Note following requirements:
- You must not try to buffer the entire payload in memory. In other words, once you establish connection with the remote server, pull the data over in blocks that you can send back to the client browser.
- You must use the Python socket library to create your proxy server (not mod_wsgi). Do not use the "Requests" python library, which might not work anyway for our task. We are trying to build a proxy that must look at the HTTP protocol incoming on the sockets. We cannot do this if you're using a standard Web server that handles all of that stuff for us; those classes simply inform us that a GET or POST has occurred. we need something lower-level.
Configuration
Your configuration file will follow the Python ConfigParser format:
[general]
port = 8080
black-list=
http://aol\.com.*
http://google\.com/mail.*
The URI patterns satisfy the Python regular expression syntax.
Logging
Your log file /var/log/proxy/requests.log must follow a specific tab-delimited format:
timestamp \t error code \t method-GET-or-POST \t requested remote URI
For example, if the browser requests
GET http://www.antlr.org HTTP/1.1
then you would append an entry, on a line by itself, to the log file like this:
2011-08-31 10:04:58.244145 200 GET http://www.antlr.org HTTP/1.1
Please use the date format from datetime.now().__str__().
Resources
Remember your 3 friends:
- telnet: manually type text protocols to a server
- echo server: simple server listening at a port that prints out everything it hears from a connecting client
- curl: UNIX program to grab data from a variety of servers including HTTP servers.

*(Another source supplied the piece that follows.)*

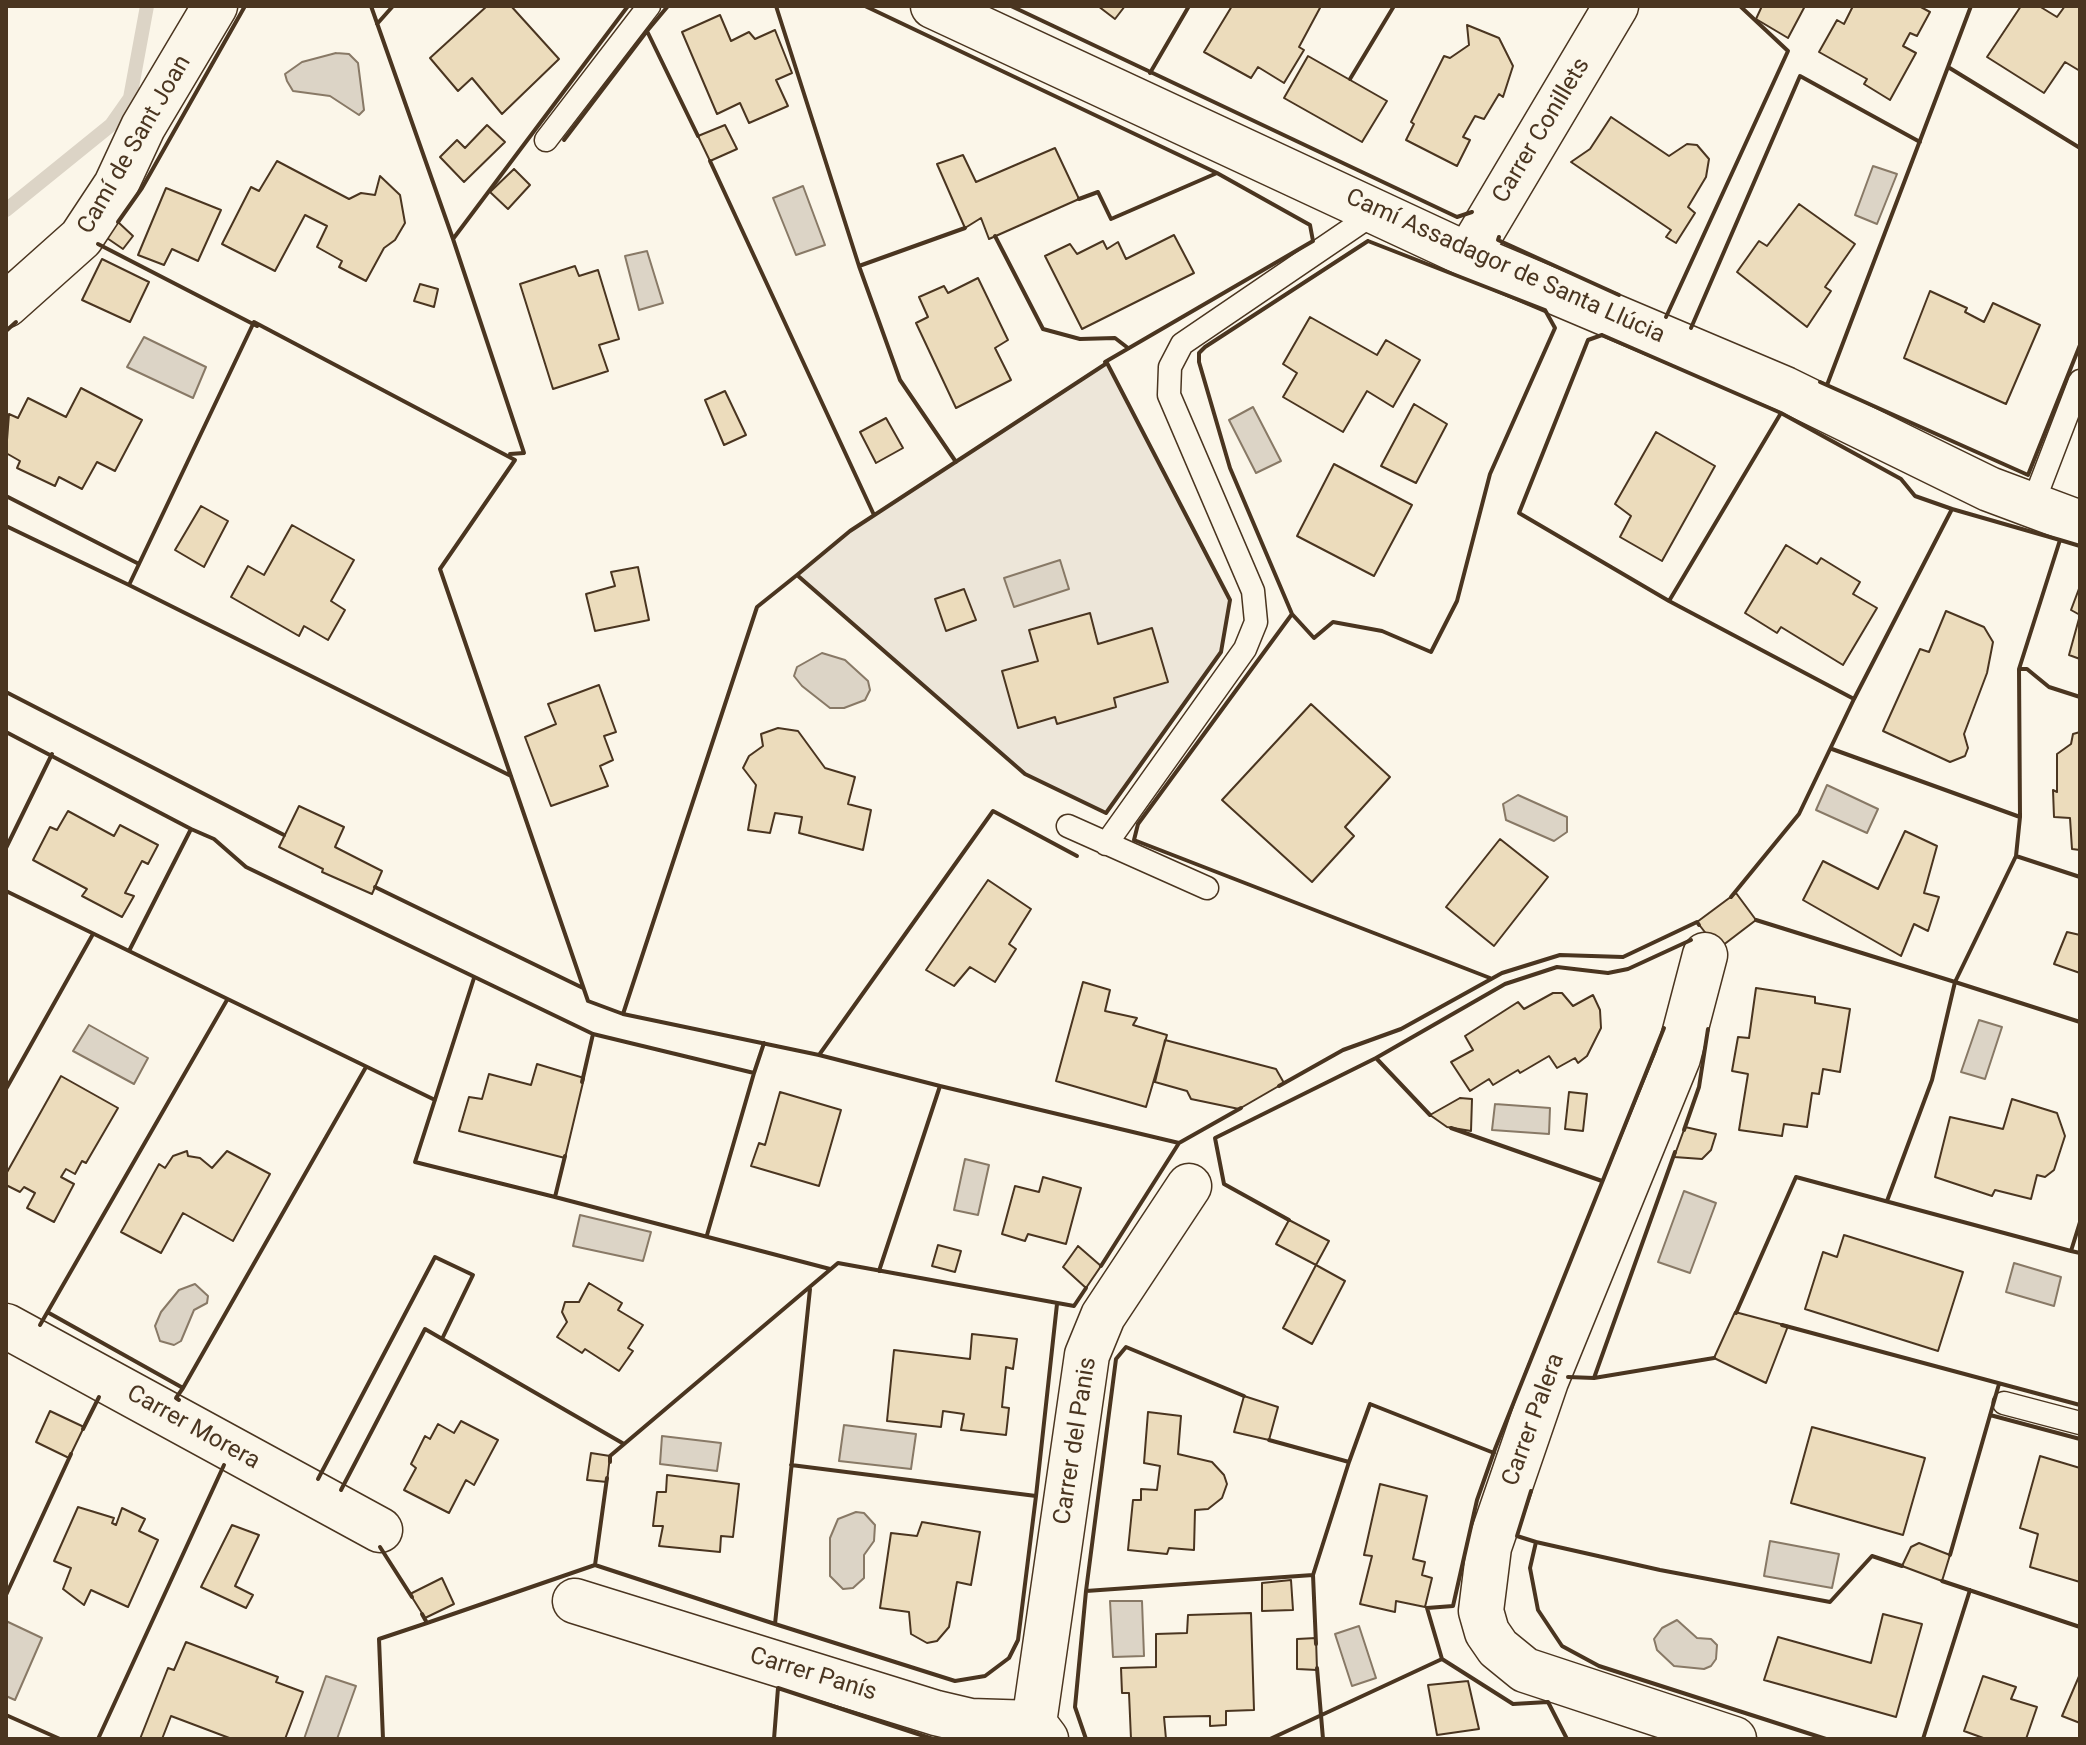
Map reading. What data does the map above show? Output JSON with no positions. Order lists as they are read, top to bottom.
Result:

For example, to figure out how proxies work without screwing up your browser proxy settings, you can use curl:
curl --proxy localhost:8080 www.antlr.org
It sends the following data to my echo server:
GET http://www.antlr.org HTTP/1.1
User-Agent: curl/7.19.7 (universal-apple-darwin10.0) libcurl/7.19.7 OpenSSL/0.9.8r zlib/1.2.3
Host: www.antlr.org
Accept: */*
Proxy-Connection: Keep-Alive
<NEWLINE>
For more information on APIs, check out github's API and Twitter's API. See urllib to learn how to pull data from a remote server.
Deliverables
- You will set up your proxy server running on your AWS machine at port 8080, which must be specified in your configuration file. I will use curl to test your proxy as well as browsers. Make sure that you can browse the web using your proxy, including sites that require cookies.
If a client tries to access a blacklisted URI, your server should return a 403 forbidden error code to the browser. The blacklist does not affect the /proxy URI interface deployed via Apache.
- You must have apache/mod_wsgi running on your server and have it respond to a special URI with the contents of your log file:
http://your-machine/requests.log
- It must also support the proxy URI for tunneling to remote hosts:
http://your-machine/proxy?uri=a-remote-URI
- A printout, delivered at the start of class on the day its due, of your Python source. Your Python code for the proxy server should all fit in one file. Please call that file proxy.py. The two URI for the mod_wsgi server will be in separate files: tunnel.py and log.py. Make sure that your printouts is easy-to-read. In other words, make sure your lines are not wrapping all over and the tabs are set properly etc...
In summary, you have 2 servers to deliver. The proxy is written in Python and separate from Apache. To get those special URI working, you must use Apache/mod_wsgi. You can test everything locally, but you must deploy to your Amazon Web server.
Your project is due at the start of class time. Make sure that your server is running properly at that time.
Remember to keep your project clean. Your log file should not have random debugging data and you should not send debugging statements back to the browser for the system you deploy for us to grade.
WARNING: There is a huge number of examples out there that do similar things. You must not cut and paste entire methods or projects. You must do your own work on this in order to learn how proxies work. You are allowed to grab little snippets of code like I used when prototyping this project: datetime.now().__str__(). As always, this project should not be a group effort between multiple students.